__EXERCISE GOAL__. Check each line of the data, and copy those where "lists" appears.

Stored entries:

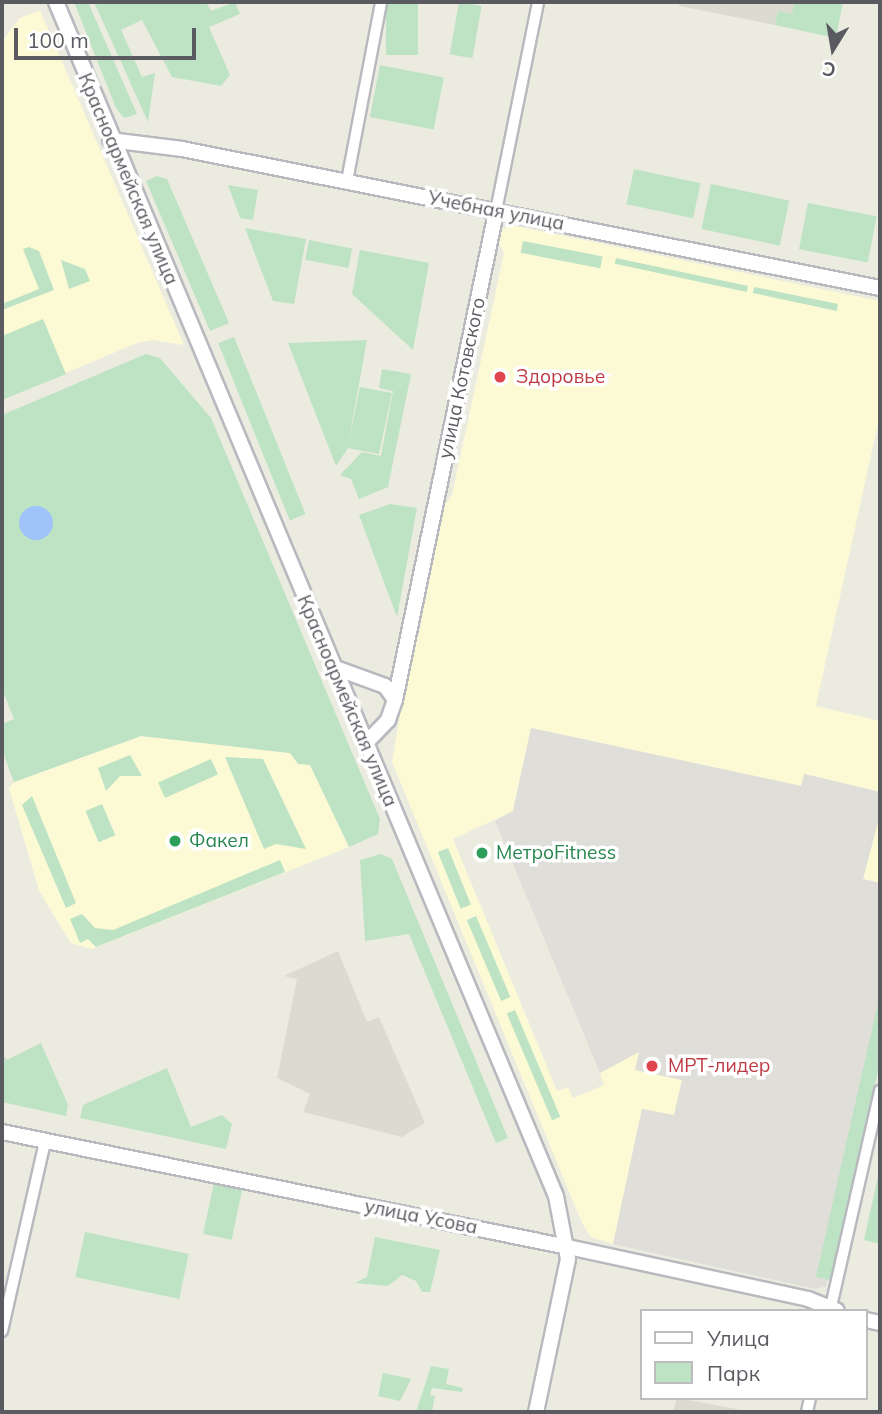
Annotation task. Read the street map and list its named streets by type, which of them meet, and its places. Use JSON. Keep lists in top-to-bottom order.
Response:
{
  "streets": {
    "main road": [
      "Красноармейская улица",
      "Учебная улица",
      "улица Котовского",
      "улица Усова"
    ]
  },
  "crossings": [
    ["Красноармейская улица", "Учебная улица"],
    ["Красноармейская улица", "улица Котовского"],
    ["Красноармейская улица", "улица Усова"],
    ["Учебная улица", "улица Котовского"]
  ],
  "places": [
    "Здоровье",
    "Факел",
    "МетроFitness",
    "МРТ-лидер"
  ],
  "legend": ["Улица", "Парк"],
  "scale_bar": "100 m",
  "north": "bottom"
}
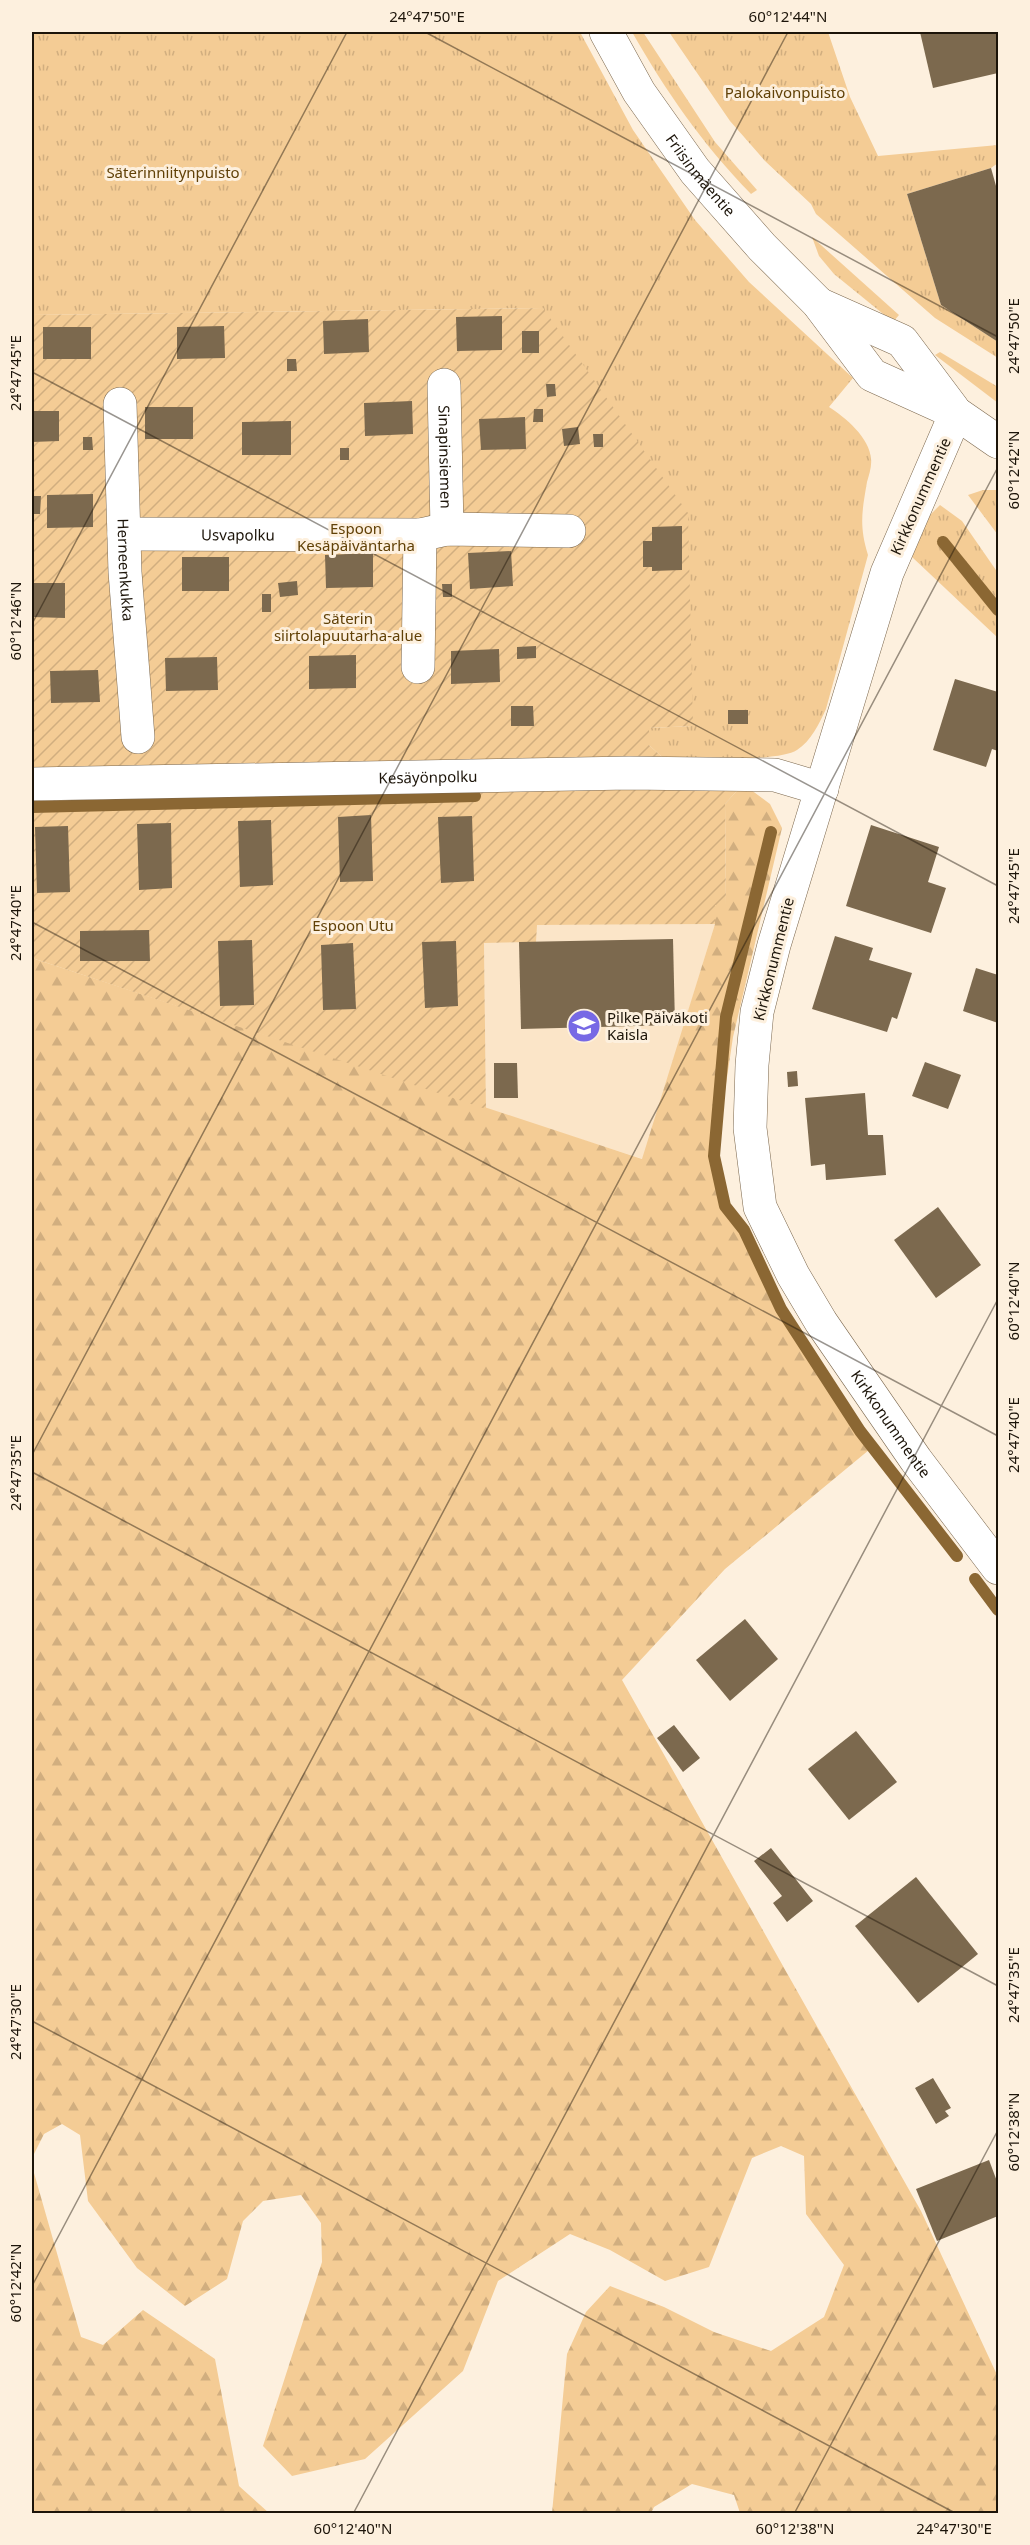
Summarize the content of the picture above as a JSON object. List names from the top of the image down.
{
  "streets": {
    "street": [
      "Friisinmäentie",
      "Sinapinsiemen",
      "Kirkkonummentie",
      "Usvapolku",
      "Herneenkukka",
      "Kesäyönpolku"
    ]
  },
  "crossings": [
    ["Friisinmäentie", "Kirkkonummentie"],
    ["Sinapinsiemen", "Usvapolku"],
    ["Kirkkonummentie", "Kesäyönpolku"],
    ["Usvapolku", "Herneenkukka"]
  ],
  "parks": [
    "Palokaivonpuisto",
    "Säterinniitynpuisto",
    "Espoon Kesäpäiväntarha",
    "Säterin siirtolapuutarha-alue",
    "Espoon Utu"
  ],
  "places": {
    "school or university": ["Pilke Päiväkoti Kaisla"]
  },
  "coordinates": [
    "24°47'50\"E",
    "60°12'44\"N",
    "24°47'45\"E",
    "60°12'42\"N",
    "60°12'46\"N",
    "24°47'40\"E",
    "60°12'40\"N",
    "24°47'35\"E",
    "24°47'30\"E",
    "60°12'38\"N"
  ]
}
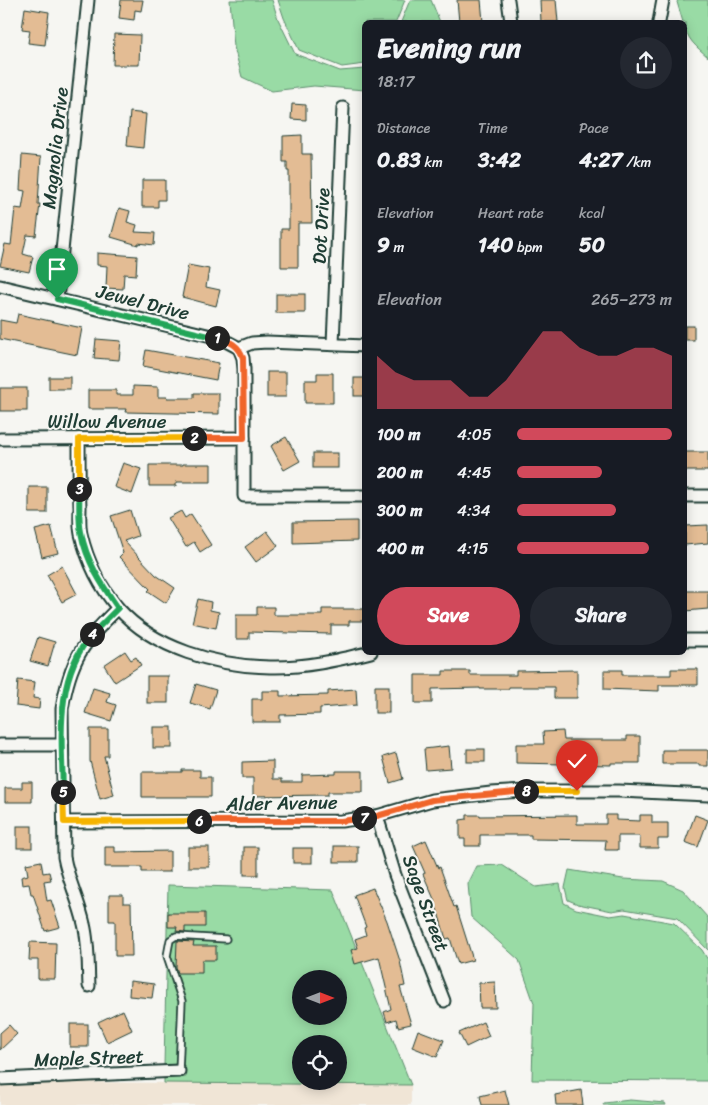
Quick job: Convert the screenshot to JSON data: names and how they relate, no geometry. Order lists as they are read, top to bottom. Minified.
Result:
{"streets":{"street":["Magnolia Drive","Dot Drive","Jewel Drive","Willow Avenue","Alder Avenue","Sage Street","Maple Street"]},"crossings":[["Magnolia Drive","Jewel Drive"],["Alder Avenue","Sage Street"]],"north":"right","page":{"heading":["Evening run","18:17"],"stats":[["Distance","0.83 km"],["Time","3:42"],["Pace","4:27 /km"],["Elevation","9 m"],["Heart rate","140 bpm"],["kcal","50"]],"chart":["Elevation","265–273 m"],"pins":["1","2","3","4","8","5","7","6"],"list":[{"name":"100 m","note":"4:05"},{"name":"200 m","note":"4:45"},{"name":"300 m","note":"4:34"},{"name":"400 m","note":"4:15"}],"buttons":["Save","Share"]}}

__TASK OUTPUT__.
Annotation task. Read the street map and list its named streets by type, which of them meet, and its places. Use JSON. Keep lists in top-to-bottom order.
Quick job: Convert the screenshot to JSON data: names and how they relate, no geometry. Order lists as they are read, top to bottom. Minified.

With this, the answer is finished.